You are pretty much a professional skydiver at this point.

This will be my fourth time jumping in three weeks, but they have a class there and I think it’s just six hours and I don’t know how much it is, but you can go and take this class and then you go up with an instructor and you get to jump solo and pull your own chute.

Oh my god.

I know. I want to do it

I’d poop a little.

My poor cousin went and she vomited in her hands because she couldn’t go behind her because the guy was right there. It must not have been a lot. I felt so bad for her.

What motivates you each day?

I have my nieces and nephews in town and have a pretty tight relationship with all of them. The oldest will be 21 on Saturday, which is insane. I remember when his mom, my sister, and other sister went with me on my 21st birthday and he was 10. So, now I’m going out for his 21st birthday and it’s nuts. He and the rest of my nieces and nephews motivate me and the relationship that I have with them is really honest and open. If we hang out and they ask me what’s up, I will tell them, because why not? They motivate me and I think they’re always in the back of my head and when I come to a crossroads to figure out which path I want to go down, I think of the kids and which one would make them most proud and then I do that. And my cats, of course. I think people just roll their eyes and laugh; crazy cat lady, but I don’t care. They motivate me.

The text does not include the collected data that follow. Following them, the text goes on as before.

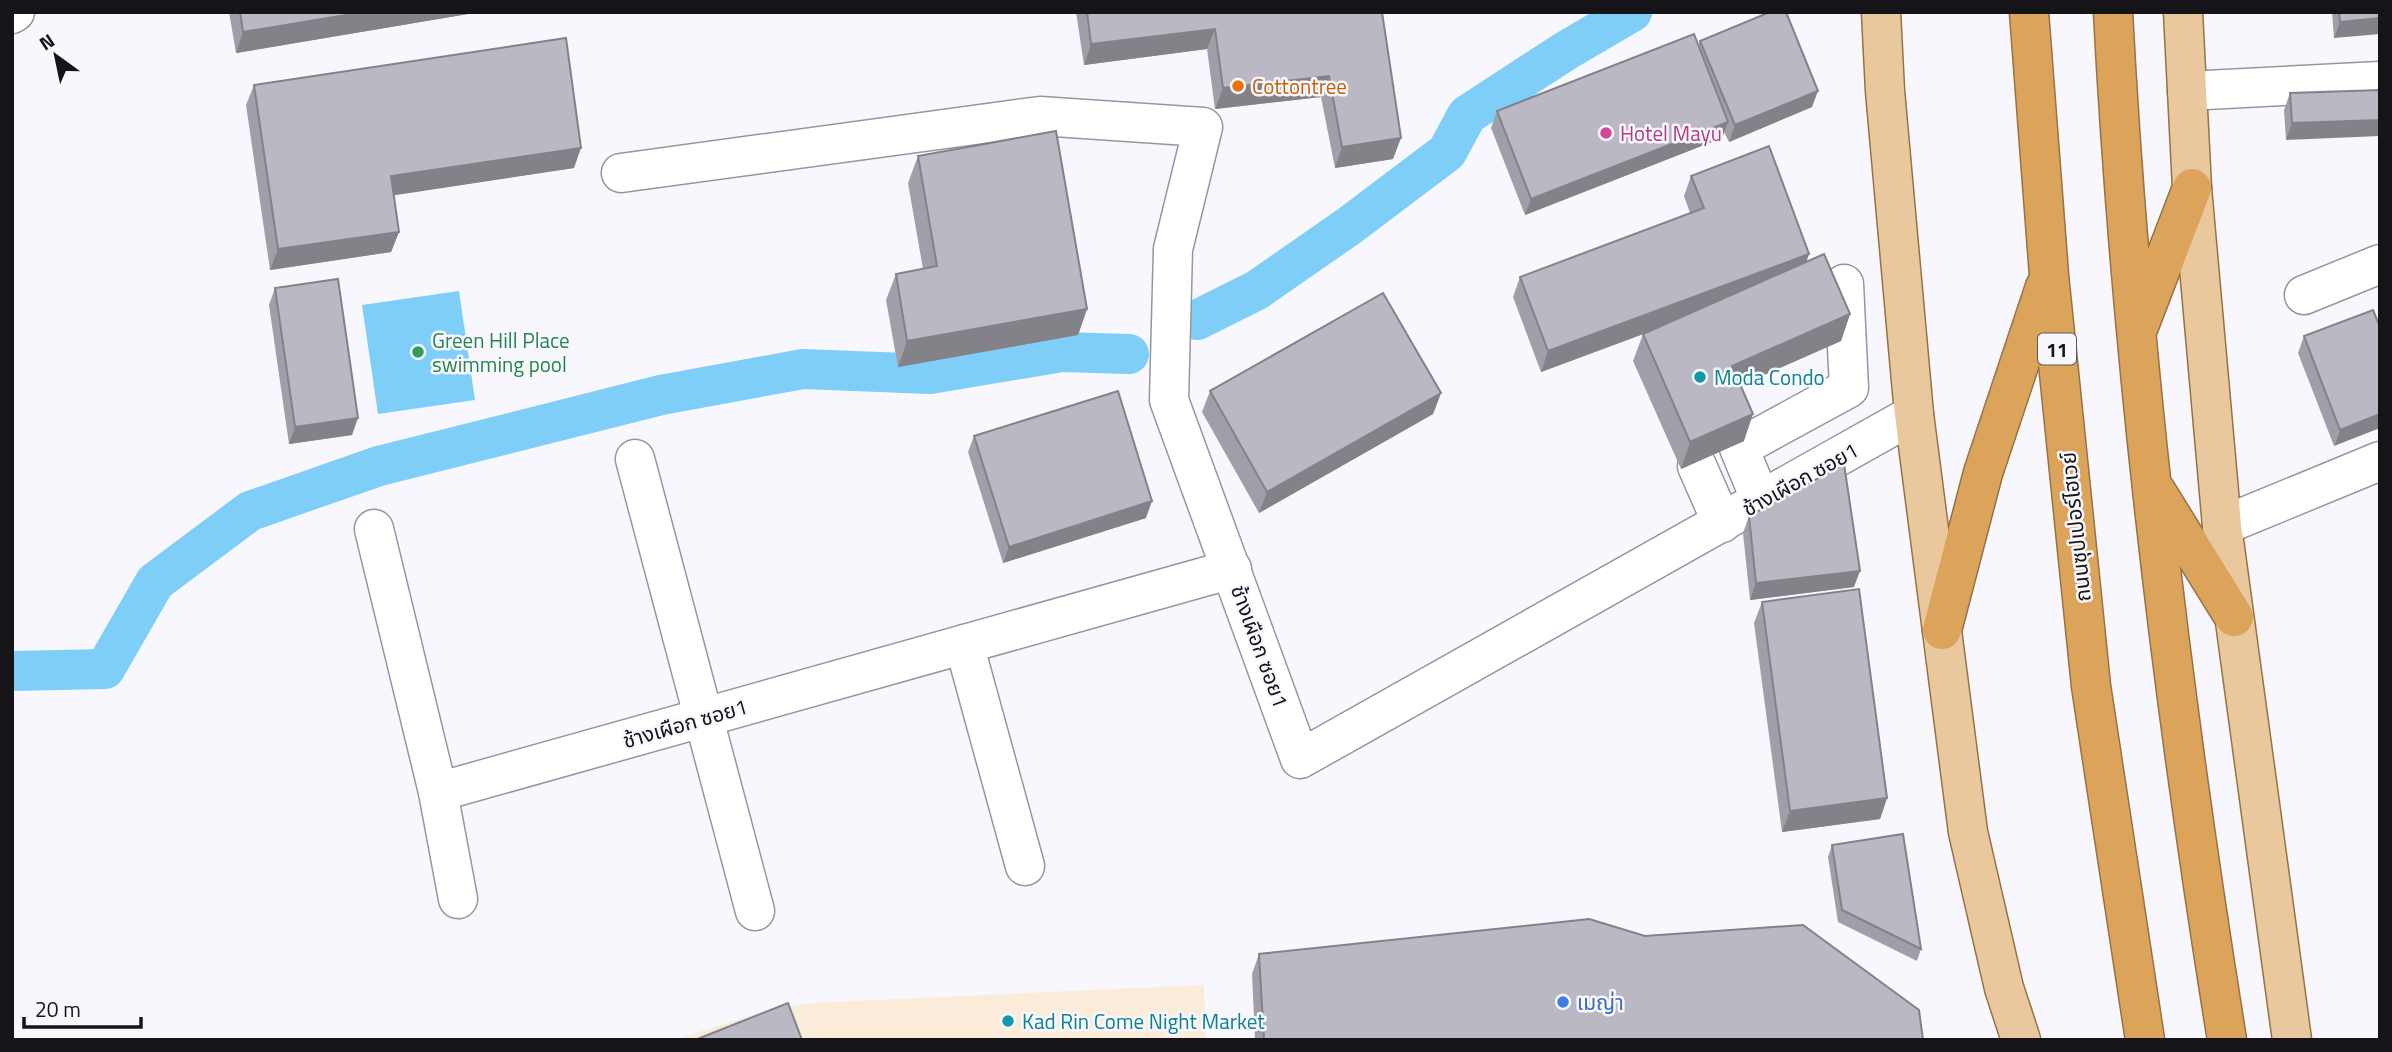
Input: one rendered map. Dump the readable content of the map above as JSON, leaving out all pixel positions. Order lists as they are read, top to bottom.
{
  "streets": {
    "highway": ["11", "ถนนซุปเปอร์ไฮเวย์"],
    "street": ["ช้างเผือก ซอย1"]
  },
  "places": [
    "Cottontree",
    "Hotel Mayu",
    "Green Hill Place swimming pool",
    "Moda Condo",
    "เมญ่า",
    "Kad Rin Come Night Market"
  ],
  "scale_bar": "20 m",
  "north": "top left"
}
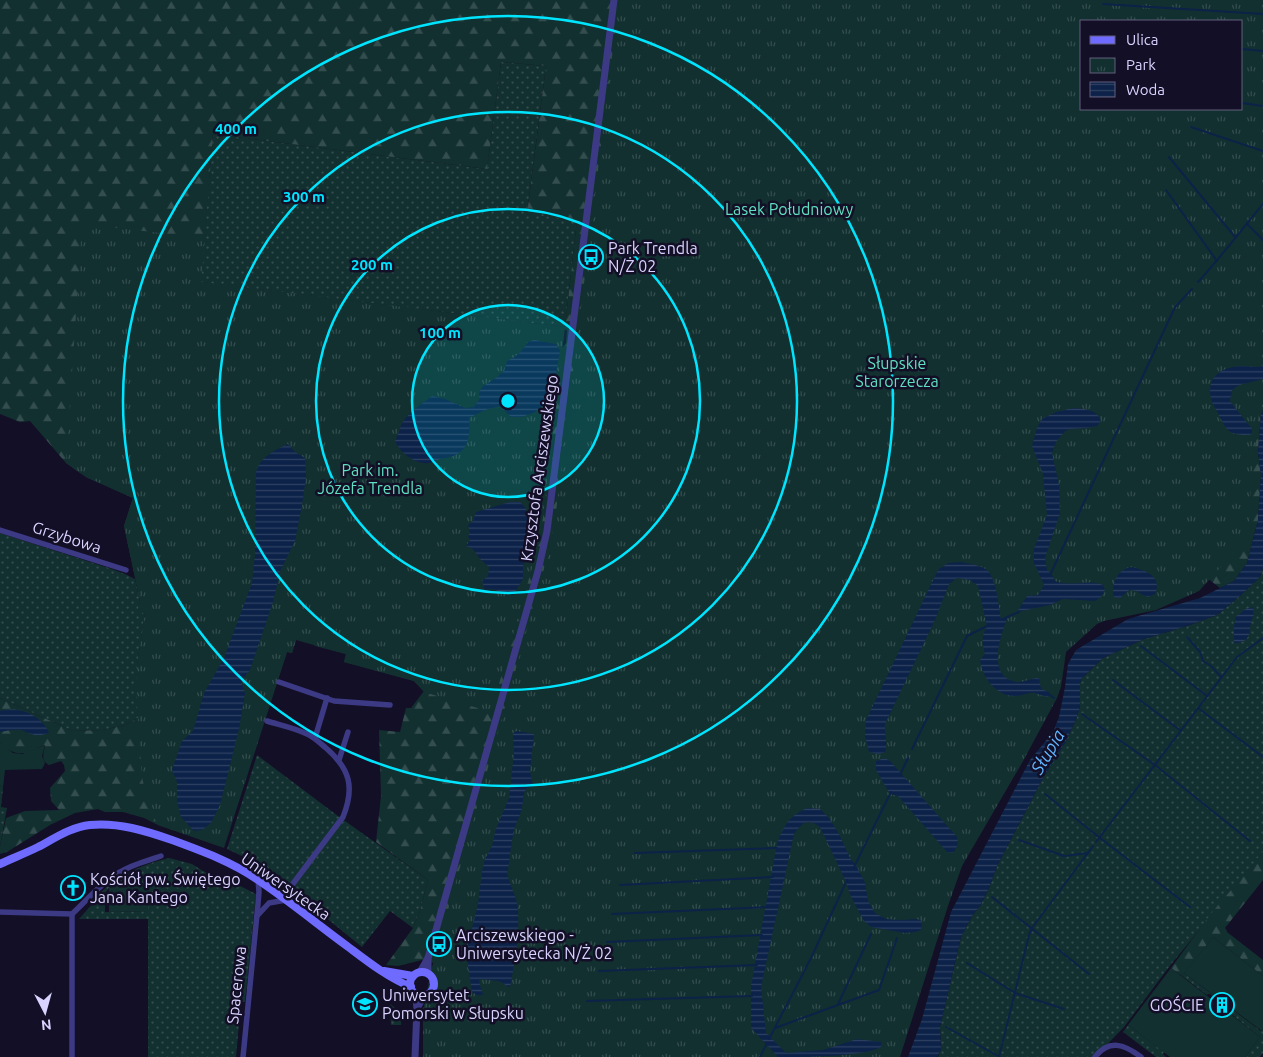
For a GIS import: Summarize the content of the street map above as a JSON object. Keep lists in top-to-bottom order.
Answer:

What is your favorite quote and why?

It is the one that’s tattooed on me, it is “No one is you; that is your power.” My parents divorced when I was 1, but I was lucky enough to spend equal time with both of them and they were both in town. My mom is more my friend and my dad is more my dad – my parent. I was always a Daddy’s Girl so I would always go to him for advice and a sounding board sometimes too, but in the socially awkward times of junior high and high school, I would go to him with those scenarios say “What do I do?” He would always tell me “Just be Aymey. Just be Aymey. You’ll be fine.” He seriously made it that simple and every time he said it I was like “….Oh. Okay, I can do that. That makes sense.” For me it’s that reassurance that no one is you that is your power and as long as you’re not naturally an asshole, you’ll be fine. Just be yourself and you’ll be fine. Trust yourself too. This is also a quote from Dave Grohl, who is my favorite musician. It kills two birds with one stone.